Unit of account, discount rates and updating of assumptions are other key considerations when calculating the NPR under LDTI, discussed below.
B-1.1. Unit of account
LDTI requires insurers to identify the unit of account, also known as the cohort or the level of aggregation, for which the liability for future policy benefits (LFPB) is measured. As with the current GAAP, insurers must group contracts into quarterly or annual cohorts—but under the LDTI, contracts issued in different years cannot be grouped together, reducing complexity. Additionally, LDTI does not have specific grouping requirements for insurance contracts that are onerous, non-onerous or share similar risks.

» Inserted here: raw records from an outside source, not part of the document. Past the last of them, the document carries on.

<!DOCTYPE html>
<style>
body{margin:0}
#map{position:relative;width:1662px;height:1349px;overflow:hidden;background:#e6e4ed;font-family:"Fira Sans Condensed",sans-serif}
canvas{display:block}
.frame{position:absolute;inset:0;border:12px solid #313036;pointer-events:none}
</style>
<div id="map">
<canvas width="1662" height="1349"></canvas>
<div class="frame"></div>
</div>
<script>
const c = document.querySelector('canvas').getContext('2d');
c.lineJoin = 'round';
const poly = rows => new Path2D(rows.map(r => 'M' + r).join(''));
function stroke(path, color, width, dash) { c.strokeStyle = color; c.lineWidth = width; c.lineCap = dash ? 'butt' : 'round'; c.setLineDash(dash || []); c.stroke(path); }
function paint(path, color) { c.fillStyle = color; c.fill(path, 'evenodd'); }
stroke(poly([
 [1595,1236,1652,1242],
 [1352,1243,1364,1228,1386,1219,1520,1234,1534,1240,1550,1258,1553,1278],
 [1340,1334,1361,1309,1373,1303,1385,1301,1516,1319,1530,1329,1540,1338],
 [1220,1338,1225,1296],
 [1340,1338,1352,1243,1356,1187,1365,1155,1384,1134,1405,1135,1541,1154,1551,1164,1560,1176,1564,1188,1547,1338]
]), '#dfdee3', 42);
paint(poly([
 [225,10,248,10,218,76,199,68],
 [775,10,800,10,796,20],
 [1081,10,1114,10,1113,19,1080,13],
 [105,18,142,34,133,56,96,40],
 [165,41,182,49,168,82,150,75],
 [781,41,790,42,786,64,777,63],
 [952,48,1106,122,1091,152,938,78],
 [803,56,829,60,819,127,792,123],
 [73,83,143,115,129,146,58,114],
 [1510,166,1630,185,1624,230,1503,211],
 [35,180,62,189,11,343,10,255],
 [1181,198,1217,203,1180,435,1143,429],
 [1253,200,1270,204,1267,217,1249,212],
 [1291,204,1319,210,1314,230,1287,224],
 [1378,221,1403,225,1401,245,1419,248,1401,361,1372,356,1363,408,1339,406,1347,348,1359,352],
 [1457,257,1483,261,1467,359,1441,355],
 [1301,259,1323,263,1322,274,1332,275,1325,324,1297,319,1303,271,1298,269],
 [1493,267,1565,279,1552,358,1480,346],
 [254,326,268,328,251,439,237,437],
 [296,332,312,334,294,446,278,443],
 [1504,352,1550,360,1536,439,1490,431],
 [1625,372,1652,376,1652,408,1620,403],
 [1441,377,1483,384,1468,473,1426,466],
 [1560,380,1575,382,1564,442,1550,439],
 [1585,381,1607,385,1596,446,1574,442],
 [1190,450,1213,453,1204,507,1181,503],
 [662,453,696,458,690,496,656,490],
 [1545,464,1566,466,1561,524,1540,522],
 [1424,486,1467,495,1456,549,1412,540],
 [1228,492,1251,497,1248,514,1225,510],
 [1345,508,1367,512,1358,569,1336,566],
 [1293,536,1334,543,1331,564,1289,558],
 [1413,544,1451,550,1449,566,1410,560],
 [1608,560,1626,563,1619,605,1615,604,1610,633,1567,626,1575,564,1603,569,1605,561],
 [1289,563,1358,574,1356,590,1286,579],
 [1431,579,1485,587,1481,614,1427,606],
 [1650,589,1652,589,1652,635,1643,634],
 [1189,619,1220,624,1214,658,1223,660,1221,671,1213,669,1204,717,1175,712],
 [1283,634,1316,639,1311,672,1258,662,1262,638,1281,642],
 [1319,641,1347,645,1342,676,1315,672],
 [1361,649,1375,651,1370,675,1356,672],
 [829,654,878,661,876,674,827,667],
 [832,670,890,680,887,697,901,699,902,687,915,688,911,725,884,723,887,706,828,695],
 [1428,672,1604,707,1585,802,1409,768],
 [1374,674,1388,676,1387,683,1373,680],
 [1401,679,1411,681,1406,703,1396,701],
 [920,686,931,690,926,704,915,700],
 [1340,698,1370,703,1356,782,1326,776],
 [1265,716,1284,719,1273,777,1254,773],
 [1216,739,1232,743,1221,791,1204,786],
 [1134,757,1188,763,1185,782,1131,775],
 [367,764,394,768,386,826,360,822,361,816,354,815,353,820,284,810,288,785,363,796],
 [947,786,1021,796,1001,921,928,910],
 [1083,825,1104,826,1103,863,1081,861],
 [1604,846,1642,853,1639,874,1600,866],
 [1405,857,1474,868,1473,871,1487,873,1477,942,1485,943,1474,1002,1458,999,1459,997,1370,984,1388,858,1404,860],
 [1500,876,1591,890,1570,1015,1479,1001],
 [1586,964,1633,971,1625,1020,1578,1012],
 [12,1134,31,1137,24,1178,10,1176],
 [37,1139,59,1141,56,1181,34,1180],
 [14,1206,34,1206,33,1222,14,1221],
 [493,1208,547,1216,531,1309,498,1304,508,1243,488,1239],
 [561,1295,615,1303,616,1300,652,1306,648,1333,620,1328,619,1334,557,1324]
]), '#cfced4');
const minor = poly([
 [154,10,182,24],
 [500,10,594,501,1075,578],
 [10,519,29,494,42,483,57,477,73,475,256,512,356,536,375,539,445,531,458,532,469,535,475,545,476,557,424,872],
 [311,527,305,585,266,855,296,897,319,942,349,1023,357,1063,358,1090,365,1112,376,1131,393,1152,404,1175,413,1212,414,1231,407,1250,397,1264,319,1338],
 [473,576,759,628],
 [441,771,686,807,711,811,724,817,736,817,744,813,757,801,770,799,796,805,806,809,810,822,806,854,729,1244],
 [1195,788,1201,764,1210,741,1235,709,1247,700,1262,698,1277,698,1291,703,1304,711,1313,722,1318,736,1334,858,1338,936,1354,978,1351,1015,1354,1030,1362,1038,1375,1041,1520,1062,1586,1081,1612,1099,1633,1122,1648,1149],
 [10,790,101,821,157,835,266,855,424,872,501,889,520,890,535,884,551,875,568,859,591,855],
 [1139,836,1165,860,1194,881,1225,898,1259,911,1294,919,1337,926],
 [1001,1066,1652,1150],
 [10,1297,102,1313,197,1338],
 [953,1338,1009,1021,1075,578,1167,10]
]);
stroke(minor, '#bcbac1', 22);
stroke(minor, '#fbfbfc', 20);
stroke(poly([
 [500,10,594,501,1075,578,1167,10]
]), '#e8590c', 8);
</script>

These changes simplify the financial reporting process, and imply that most insurers’ current approach to determining the unit of account may continue under LDTI. If contracts issued in different years are grouped into the same cohort under the current GAAP, an insurer must redesign the grouping methodology to adhere to the LDTI requirement and reassess the end-to-end business impacts, including disclosures and calculations performed at the group level.
B-1.2. Discount rates
In the current rising interest rate environment, LDTI insurance liabilities are expected to fluctuate more than the liabilities under the current GAAP, which is based on an insurer’s investment portfolio on the contract issue date. The impact of the LDTI discount rate on the LFPB is captured through accumulated other comprehensive income (OCI) on the balance sheet upon transition; changes to subsequent calculations due to changes in the discount rate are recognized in OCI in subsequent periods, while not impacting an insurer’s LDTI profit and loss (P&L). Therefore, it is important for insurers to develop an efficient, repeatable process with a comprehensive controls framework to use the appropriate LDTI discount rates and evaluate financial results for reasonableness periodically.